The factors that determine how long your juice lasts are : the type of juice you purchase, where you keep it, and whether you've opened it. If you've bought a juice from the store, you can usually find a use-by date on the packaging, which will give you a good idea of how long it will stay fresh.
Cold-Pressed and Freshly Liquidized Apple Juice
Honestly, there's nothing quite like the taste of fresh-pressed or freshly squeezed apple juice. But, let's face it, the downside is that it doesn't last long. Once it's been sitting out for a while, bacteria start to grow, and it spoils faster than other types of apple juice.
If you pop it in the fridge, you've got about 2 to 3 days to enjoy it before it turns. But, if you leave it out at room temperature, you've only got a couple of hours before it goes bad. It's best to drink it up as soon as you can after pressing it. This shouldn't be a problem, especially if you opt for one of our delicious apple juice blends.
Boxed and Bottled Apple Juice
You've got two choices for apple juice options found in stores: refrigerated or unrefrigerated. Each has a different shelf life, so let's break it down.
Refrigerated apple juice needs to stay chilled, or it'll go bad quickly. Like fresh squeezed juice, it'll only last about two hours at room temperature. But if you keep it unopened in the fridge, it'll stay good for around 1 to 2 weeks. Once you open it, you've got about 8 to 9 days before it starts to turn.
On the other hand, unrefrigerated apple juice can last for 3 to 9 months if it's sealed properly. But once you crack that seal, you'll want to drink it up within 8 to 10 days and keep it in the fridge.
Canned Apple Juice
Have you ever thought about why canned apple juice lasts for so long? Well, it's all thanks to the special ingredients and preservatives that keep it from spoiling quickly. The juice is pasteurized, which means that it's heated up before being canned to kill off any harmful bacteria. While this leads to a longer shelf-life, it sadly can degrade the nutrients in apple juice and affect the taste, especially compared to cold-pressed.
The shelf life can vary depending on the brand, but generally, unopened cans or bottles can last up to a year if stored at room temperature. However, after a few months, the taste may not be as yummy as it was when you first bought it.
So, to get the best flavor, it's best to drink it within four months. Once opened, it's best to finish it within 8 to 10 days if you keep it in the fridge.
Concentrated Apple Juice
Apple juice concentrate is usually frozen to keep it fresh for a really long time.

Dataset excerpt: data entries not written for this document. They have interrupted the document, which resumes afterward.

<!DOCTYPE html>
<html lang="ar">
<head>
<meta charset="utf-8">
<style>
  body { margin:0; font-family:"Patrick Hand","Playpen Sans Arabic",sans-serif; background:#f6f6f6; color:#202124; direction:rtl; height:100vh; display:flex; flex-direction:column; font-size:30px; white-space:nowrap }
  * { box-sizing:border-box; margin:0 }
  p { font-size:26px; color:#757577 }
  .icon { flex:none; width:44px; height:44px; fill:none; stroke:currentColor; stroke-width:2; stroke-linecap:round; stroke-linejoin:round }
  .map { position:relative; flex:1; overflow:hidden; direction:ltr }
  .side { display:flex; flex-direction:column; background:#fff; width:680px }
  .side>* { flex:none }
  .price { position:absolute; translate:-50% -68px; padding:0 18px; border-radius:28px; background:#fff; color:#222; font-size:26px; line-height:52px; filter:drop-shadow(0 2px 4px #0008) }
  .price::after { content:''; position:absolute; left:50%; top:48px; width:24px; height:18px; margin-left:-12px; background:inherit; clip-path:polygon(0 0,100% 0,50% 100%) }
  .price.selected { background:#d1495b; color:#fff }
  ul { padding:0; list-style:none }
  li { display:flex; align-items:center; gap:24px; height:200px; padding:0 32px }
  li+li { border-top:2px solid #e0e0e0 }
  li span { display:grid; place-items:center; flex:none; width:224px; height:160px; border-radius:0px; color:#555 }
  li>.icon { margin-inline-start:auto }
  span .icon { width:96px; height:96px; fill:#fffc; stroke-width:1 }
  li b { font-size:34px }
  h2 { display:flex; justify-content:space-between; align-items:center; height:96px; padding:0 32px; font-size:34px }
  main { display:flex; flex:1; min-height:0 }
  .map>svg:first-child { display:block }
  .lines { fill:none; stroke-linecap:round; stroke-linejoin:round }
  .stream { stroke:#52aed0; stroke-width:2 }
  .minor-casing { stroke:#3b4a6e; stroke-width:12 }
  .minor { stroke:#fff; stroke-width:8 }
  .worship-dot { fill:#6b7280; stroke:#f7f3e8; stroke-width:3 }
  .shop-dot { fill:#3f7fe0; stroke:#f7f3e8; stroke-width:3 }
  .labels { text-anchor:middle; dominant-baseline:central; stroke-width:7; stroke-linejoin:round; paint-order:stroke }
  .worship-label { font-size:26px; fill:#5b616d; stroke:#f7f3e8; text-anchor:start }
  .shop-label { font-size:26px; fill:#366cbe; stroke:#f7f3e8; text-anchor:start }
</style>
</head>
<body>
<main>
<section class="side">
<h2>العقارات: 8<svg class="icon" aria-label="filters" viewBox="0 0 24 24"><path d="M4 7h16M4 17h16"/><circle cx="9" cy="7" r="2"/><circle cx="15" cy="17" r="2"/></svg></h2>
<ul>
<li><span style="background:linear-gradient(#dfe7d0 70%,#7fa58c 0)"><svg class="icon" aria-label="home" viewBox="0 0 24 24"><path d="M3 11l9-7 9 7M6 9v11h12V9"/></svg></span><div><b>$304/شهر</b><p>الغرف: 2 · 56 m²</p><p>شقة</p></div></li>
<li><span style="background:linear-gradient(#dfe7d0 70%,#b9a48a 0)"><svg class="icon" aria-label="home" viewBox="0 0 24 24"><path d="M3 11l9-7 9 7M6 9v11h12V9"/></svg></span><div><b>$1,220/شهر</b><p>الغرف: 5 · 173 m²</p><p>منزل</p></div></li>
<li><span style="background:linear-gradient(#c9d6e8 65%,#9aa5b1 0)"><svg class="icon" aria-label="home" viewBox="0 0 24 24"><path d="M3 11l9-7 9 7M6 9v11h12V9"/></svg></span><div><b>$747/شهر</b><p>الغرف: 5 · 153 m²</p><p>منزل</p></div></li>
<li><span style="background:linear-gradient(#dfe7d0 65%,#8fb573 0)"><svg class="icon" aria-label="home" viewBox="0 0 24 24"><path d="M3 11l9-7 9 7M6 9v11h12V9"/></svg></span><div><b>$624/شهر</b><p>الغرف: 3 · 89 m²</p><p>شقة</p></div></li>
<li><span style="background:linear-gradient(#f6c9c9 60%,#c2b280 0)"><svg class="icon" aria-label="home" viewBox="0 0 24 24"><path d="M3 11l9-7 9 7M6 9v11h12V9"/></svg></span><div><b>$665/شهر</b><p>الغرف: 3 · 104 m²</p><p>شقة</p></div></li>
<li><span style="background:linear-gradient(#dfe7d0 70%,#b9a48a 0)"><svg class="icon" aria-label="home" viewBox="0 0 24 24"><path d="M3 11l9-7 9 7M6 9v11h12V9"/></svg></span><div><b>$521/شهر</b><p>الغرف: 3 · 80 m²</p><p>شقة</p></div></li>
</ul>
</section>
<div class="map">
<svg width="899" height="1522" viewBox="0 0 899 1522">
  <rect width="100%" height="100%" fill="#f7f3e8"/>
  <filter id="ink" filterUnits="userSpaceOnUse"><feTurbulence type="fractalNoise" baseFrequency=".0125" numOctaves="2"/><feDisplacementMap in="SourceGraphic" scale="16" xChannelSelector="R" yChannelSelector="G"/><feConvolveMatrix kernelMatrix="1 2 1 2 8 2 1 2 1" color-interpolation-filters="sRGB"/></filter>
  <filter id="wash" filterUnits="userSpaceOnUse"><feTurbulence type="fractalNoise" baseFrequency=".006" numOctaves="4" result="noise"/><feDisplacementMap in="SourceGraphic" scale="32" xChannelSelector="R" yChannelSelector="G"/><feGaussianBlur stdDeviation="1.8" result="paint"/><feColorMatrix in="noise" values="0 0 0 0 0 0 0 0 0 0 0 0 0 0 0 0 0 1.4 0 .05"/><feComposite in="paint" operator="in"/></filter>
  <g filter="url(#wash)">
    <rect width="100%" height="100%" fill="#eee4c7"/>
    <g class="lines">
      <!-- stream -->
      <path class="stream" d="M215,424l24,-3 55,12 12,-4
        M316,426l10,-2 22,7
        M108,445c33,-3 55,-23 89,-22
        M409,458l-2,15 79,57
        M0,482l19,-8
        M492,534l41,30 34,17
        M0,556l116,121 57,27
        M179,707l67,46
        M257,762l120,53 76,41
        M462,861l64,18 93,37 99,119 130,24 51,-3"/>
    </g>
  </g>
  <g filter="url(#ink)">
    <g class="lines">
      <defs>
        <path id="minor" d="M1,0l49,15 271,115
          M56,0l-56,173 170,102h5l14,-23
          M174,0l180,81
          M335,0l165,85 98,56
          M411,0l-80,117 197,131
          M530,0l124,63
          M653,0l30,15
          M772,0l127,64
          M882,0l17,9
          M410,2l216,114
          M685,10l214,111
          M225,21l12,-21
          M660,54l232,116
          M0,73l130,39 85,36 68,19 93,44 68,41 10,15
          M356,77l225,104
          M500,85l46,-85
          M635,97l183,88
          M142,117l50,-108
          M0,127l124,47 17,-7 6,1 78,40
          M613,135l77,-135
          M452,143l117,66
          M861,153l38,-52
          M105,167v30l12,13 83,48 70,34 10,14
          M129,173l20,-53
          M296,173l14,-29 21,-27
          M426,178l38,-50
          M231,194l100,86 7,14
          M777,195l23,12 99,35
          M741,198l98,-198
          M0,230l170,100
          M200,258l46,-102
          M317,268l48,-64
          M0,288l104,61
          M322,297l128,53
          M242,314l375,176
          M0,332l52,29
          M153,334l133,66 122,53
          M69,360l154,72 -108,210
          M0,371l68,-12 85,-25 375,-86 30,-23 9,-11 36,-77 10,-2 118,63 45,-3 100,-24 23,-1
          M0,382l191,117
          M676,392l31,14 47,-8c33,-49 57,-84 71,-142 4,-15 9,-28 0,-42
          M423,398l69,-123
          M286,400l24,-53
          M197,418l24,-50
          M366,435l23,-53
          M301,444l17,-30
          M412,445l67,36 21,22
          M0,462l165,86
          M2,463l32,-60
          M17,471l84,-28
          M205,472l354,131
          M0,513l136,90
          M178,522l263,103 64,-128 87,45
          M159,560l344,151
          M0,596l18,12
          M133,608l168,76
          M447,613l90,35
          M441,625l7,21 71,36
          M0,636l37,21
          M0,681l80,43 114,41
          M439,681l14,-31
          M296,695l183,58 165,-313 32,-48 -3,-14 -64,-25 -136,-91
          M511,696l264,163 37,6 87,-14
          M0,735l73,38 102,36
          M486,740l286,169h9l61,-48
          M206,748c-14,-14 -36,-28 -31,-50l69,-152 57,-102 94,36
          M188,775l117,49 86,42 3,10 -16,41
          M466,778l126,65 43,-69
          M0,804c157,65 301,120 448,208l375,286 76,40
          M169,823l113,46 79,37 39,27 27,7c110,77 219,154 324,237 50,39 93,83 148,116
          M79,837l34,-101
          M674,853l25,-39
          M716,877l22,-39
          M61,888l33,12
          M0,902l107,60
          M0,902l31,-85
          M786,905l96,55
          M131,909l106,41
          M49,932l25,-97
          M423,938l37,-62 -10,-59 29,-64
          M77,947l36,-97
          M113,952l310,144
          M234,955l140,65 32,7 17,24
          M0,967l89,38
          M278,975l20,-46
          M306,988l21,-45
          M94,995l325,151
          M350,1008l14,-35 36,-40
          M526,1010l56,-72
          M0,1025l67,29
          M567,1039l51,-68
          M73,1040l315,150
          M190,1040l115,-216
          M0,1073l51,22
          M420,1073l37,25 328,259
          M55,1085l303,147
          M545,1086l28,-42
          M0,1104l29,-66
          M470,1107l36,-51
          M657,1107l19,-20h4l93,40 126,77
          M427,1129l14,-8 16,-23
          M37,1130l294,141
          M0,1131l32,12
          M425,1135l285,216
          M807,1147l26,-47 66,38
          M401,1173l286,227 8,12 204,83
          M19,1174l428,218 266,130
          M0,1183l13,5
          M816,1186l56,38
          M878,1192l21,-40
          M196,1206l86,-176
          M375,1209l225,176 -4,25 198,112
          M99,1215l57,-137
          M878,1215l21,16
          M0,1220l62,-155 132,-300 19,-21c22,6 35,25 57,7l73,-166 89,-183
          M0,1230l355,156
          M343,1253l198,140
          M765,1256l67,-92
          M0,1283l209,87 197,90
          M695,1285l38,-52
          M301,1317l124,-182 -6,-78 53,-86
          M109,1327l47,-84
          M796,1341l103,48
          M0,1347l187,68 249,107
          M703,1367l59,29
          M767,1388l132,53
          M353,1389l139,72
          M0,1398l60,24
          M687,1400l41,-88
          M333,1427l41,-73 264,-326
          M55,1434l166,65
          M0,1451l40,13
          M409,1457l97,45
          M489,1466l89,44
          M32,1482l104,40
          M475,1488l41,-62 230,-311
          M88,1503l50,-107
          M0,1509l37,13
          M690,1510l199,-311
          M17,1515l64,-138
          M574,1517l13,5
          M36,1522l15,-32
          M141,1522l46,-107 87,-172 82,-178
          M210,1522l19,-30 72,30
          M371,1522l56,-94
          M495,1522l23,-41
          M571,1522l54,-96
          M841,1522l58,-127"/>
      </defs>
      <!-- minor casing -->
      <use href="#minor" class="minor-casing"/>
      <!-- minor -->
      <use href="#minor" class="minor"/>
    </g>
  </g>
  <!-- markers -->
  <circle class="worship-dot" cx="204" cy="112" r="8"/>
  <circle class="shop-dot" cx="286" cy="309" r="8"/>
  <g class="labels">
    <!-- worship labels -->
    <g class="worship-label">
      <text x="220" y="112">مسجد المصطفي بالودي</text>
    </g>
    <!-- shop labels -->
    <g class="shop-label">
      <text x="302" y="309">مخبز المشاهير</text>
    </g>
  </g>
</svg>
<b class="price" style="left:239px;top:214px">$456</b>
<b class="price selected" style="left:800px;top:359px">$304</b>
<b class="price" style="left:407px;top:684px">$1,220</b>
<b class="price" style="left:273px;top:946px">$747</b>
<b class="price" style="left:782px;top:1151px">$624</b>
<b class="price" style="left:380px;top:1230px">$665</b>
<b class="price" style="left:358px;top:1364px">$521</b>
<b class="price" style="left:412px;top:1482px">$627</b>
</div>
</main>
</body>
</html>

All the water is removed before it's compressed and canned or bottled.
If you don't crack it open, it can last very long time under stable conditions. But, if you do decide to thaw it out for a refreshing glass of apple juice, it'll only keep in the fridge for about a week. Keep in mind that once you thaw it, you can't refreeze it.
Signs of Spoilage
Would you be able to tell if your apple juice has gone bad? Well, one way to check is by giving it a sniff. If it smells sour or like beer or wine, it's definitely started fermenting, and you should toss it out.
Another clue is if you see small bubbles or the juice looks a bit cloudy, those are also signs of fermentation, and it's best not to drink it.
As time goes on, the color of the juice may also change and become darker, which is another indicator of spoilage. And if you see any mold growing in the juice, definitely steer clear of that one.
If you notice the bottle is swollen or the lid makes a popping sound when you open it, those are clear signs that the juice has gone bad, and you should get rid of it right away. Always be sure to check your apple juice before taking a sip.
In a Nutshell
Apple juice won't go bad if you keep it stored properly and use it before the recommended time. But let's face it, we all have those moments where we can't finish the whole carton in one go. A friendly reminder: the fresher the juice, the better the taste!